Collected data:
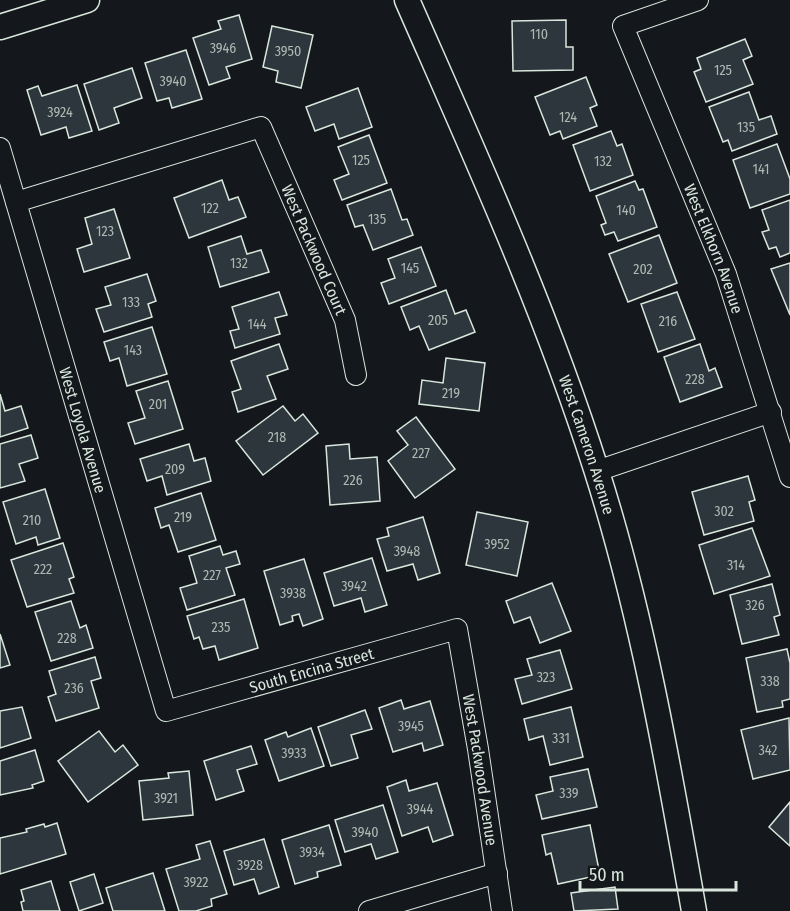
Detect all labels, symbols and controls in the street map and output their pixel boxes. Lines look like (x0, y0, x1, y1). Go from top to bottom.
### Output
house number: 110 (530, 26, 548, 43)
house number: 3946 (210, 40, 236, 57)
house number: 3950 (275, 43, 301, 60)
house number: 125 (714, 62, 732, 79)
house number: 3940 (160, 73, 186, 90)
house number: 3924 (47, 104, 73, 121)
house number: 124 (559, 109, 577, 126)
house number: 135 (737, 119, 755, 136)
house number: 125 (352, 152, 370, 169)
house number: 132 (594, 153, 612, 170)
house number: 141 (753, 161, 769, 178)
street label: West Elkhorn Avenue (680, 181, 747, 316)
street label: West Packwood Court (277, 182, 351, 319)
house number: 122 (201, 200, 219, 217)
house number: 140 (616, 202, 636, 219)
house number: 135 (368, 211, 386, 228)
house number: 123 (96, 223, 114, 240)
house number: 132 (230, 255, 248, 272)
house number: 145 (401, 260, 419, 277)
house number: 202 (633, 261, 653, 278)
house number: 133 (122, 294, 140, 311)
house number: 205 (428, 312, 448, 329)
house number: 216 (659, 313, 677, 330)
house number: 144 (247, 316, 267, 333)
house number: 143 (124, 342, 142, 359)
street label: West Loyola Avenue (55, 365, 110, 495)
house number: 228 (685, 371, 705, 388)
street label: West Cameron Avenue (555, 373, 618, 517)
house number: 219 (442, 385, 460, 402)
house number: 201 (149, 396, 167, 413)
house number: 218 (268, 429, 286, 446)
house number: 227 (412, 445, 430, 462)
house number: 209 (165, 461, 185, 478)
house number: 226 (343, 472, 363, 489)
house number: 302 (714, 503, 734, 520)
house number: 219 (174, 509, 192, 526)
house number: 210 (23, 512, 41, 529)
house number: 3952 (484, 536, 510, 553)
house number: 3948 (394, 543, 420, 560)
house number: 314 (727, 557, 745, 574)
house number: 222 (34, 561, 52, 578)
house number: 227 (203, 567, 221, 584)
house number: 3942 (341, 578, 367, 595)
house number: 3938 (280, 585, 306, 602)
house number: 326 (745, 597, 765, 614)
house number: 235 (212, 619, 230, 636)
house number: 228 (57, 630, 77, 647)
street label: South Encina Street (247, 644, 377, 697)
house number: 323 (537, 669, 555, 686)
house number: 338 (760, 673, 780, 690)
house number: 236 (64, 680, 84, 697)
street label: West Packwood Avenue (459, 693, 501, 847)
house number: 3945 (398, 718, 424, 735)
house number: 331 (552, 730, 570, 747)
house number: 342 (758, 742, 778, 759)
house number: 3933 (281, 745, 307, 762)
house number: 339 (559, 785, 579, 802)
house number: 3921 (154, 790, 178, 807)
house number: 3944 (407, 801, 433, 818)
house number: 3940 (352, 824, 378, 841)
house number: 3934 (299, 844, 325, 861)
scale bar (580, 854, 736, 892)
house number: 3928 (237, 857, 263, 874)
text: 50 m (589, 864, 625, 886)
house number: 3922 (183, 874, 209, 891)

### EXERCISE AIM
Filter the records, keeping only lines that contain "Avenue", and show those lines.

### EXERCISE OUTPUT
street label: West Elkhorn Avenue (680, 181, 747, 316)
street label: West Loyola Avenue (55, 365, 110, 495)
street label: West Cameron Avenue (555, 373, 618, 517)
street label: West Packwood Avenue (459, 693, 501, 847)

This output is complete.